# Task to carry out:
Whenever a line in the entries below contains "rows", copy that line.

# Given data:
[Start of section]
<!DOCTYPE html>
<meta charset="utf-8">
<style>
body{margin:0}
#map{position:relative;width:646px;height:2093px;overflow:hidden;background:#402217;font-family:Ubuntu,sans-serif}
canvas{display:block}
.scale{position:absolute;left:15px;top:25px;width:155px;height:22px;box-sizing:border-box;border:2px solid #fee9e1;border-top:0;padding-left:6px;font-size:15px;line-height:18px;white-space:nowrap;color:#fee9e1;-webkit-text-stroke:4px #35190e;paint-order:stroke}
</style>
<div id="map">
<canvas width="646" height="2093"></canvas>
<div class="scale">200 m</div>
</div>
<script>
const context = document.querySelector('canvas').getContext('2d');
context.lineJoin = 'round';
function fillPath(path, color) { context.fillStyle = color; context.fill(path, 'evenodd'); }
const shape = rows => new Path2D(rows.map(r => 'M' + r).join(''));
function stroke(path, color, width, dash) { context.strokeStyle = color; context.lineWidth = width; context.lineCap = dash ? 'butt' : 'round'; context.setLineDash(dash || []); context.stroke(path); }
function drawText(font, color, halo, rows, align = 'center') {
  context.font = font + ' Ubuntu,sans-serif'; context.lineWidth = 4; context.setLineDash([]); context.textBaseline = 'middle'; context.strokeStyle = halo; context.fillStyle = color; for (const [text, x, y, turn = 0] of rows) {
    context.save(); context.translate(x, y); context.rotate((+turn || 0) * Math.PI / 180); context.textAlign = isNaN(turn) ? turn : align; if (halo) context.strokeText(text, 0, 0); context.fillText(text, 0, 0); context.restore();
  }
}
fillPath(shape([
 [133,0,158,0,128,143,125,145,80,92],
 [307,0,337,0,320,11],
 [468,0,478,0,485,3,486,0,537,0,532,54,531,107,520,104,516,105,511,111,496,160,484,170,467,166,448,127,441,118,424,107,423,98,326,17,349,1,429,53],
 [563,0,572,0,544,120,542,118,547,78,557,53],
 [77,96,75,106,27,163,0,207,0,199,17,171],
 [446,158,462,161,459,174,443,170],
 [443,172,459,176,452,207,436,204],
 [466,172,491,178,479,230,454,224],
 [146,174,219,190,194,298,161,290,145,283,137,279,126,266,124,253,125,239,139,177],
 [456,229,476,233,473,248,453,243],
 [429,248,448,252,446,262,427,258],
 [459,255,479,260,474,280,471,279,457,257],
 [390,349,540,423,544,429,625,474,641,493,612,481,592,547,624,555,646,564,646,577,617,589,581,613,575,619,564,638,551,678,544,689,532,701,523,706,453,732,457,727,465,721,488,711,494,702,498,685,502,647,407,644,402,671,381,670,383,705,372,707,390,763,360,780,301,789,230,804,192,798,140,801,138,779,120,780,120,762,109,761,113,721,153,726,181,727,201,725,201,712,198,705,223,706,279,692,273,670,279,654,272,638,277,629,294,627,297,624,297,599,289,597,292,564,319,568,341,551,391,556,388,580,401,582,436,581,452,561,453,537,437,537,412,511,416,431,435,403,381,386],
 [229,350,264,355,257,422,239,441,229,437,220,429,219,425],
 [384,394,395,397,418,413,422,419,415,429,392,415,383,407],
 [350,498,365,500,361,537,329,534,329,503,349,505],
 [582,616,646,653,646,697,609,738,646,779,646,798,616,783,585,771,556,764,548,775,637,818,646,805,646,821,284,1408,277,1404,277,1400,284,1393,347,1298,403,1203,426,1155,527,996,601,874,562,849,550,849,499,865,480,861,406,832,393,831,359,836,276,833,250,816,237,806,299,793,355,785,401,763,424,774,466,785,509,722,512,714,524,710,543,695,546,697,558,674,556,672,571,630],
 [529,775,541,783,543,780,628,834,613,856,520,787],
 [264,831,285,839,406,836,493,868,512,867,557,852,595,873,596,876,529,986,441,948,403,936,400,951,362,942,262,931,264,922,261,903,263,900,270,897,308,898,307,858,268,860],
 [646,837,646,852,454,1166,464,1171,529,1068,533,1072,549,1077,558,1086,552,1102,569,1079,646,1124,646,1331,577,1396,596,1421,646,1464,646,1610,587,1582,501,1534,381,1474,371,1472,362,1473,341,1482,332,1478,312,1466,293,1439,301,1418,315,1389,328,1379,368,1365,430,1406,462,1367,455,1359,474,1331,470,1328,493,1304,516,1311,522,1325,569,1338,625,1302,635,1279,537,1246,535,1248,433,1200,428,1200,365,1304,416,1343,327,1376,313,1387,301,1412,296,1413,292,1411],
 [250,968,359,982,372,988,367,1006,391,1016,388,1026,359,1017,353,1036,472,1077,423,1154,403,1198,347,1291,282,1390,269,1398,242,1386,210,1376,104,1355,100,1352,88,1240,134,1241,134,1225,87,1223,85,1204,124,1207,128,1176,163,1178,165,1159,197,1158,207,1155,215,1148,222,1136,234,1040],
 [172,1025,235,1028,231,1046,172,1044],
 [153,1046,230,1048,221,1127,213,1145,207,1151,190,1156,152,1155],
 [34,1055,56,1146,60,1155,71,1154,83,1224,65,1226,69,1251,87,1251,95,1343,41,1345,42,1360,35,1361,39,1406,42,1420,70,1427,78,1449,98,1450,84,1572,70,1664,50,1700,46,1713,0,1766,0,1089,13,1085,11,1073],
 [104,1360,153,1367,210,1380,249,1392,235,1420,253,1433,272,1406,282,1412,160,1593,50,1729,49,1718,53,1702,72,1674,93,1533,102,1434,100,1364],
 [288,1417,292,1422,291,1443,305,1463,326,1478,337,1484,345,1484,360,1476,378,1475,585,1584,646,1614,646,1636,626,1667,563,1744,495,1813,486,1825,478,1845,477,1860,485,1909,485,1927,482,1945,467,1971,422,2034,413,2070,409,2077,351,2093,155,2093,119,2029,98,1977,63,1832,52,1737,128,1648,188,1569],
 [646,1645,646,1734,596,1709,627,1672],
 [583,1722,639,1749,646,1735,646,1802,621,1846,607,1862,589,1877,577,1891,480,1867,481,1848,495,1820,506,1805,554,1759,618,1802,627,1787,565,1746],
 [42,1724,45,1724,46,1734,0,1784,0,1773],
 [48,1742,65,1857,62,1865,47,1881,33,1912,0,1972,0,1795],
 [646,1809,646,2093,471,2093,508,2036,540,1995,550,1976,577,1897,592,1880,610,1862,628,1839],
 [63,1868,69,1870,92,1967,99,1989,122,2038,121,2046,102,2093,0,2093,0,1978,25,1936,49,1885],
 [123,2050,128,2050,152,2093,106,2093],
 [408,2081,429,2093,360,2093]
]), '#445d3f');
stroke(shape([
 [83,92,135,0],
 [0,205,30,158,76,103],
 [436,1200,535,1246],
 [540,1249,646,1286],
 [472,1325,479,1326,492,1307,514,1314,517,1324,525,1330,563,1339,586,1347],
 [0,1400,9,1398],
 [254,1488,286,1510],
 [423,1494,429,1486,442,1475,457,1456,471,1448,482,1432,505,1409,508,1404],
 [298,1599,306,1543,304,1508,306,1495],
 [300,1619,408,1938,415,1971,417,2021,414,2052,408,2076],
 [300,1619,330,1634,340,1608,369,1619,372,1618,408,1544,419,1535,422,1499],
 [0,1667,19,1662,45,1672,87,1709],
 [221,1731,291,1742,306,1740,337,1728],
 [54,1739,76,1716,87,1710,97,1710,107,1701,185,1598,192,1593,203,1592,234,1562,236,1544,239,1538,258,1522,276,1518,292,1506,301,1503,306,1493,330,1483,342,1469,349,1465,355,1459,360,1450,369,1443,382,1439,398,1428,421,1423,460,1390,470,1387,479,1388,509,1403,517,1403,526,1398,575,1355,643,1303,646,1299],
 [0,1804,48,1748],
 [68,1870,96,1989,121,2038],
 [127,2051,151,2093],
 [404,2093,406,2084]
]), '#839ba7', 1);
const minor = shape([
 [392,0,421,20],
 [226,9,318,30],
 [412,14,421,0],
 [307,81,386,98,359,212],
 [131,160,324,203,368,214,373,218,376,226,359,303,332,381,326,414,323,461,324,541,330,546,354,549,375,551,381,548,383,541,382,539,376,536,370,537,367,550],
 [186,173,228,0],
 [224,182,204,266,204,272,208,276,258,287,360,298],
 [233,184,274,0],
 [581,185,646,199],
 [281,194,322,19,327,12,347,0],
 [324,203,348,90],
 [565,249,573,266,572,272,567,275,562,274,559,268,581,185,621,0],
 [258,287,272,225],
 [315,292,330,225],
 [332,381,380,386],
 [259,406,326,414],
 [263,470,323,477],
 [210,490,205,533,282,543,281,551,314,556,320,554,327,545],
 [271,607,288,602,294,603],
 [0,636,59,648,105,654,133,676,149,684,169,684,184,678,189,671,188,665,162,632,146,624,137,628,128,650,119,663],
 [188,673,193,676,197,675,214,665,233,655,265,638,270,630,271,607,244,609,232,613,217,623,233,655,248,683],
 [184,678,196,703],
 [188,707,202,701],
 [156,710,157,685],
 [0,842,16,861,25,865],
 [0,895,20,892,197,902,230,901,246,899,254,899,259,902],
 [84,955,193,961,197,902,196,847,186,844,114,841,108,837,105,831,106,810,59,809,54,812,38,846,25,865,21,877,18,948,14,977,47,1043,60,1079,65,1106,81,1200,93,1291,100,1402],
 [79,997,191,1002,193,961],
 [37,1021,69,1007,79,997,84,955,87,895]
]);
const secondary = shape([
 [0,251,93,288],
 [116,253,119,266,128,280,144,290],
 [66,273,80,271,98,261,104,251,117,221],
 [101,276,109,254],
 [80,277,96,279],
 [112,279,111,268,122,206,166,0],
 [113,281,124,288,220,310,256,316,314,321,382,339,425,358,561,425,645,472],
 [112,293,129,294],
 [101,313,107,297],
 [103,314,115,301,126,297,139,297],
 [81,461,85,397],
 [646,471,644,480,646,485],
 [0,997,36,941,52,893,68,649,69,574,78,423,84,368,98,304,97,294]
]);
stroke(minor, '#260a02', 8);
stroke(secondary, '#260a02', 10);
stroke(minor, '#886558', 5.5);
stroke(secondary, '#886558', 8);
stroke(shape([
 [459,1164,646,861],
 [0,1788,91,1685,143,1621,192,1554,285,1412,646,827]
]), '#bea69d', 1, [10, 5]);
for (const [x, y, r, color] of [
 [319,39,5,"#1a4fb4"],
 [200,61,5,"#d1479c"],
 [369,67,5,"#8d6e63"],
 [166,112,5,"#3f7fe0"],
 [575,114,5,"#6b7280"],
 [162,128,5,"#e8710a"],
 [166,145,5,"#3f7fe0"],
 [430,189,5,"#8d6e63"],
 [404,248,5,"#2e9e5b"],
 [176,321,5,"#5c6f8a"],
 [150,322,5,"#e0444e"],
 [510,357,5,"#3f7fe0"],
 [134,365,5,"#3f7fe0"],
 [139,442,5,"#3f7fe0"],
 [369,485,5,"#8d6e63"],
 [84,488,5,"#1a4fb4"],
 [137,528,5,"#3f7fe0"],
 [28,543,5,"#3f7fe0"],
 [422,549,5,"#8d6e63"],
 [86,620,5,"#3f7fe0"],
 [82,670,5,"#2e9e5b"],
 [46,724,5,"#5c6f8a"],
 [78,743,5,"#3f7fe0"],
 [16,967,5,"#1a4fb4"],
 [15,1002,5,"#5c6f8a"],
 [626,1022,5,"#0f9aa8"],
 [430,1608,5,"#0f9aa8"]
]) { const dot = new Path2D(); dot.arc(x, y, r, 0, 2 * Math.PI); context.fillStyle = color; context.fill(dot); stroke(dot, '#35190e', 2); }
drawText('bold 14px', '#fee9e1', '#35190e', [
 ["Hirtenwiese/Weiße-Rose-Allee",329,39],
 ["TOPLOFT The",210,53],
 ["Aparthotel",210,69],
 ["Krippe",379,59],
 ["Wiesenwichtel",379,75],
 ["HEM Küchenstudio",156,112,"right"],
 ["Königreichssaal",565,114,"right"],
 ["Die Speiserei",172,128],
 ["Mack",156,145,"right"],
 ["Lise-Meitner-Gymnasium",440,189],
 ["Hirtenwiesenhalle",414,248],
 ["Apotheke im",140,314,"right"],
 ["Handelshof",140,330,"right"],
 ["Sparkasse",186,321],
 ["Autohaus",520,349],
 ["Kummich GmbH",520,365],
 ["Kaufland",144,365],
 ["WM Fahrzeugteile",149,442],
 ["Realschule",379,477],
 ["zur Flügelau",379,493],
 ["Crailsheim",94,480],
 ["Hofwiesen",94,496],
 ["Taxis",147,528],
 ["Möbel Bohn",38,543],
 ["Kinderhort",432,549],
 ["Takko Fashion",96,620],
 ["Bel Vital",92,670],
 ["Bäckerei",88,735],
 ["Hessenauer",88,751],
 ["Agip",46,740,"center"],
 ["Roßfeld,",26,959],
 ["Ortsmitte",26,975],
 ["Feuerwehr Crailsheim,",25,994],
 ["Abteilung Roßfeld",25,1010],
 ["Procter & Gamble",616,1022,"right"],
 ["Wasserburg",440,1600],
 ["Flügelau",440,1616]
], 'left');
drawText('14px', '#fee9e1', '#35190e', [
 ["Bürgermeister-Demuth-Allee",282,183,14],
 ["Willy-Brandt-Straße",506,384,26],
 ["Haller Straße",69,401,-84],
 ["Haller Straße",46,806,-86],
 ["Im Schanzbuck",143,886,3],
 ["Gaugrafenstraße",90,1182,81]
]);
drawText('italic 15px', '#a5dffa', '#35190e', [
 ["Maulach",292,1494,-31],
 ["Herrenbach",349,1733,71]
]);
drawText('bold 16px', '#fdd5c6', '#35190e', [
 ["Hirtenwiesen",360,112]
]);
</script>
[End of section]
# Result:
const shape = rows => new Path2D(rows.map(r => 'M' + r).join(''));
function drawText(font, color, halo, rows, align = 'center') {
  context.font = font + ' Ubuntu,sans-serif'; context.lineWidth = 4; context.setLineDash([]); context.textBaseline = 'middle'; context.strokeStyle = halo; context.fillStyle = color; for (const [text, x, y, turn = 0] of rows) {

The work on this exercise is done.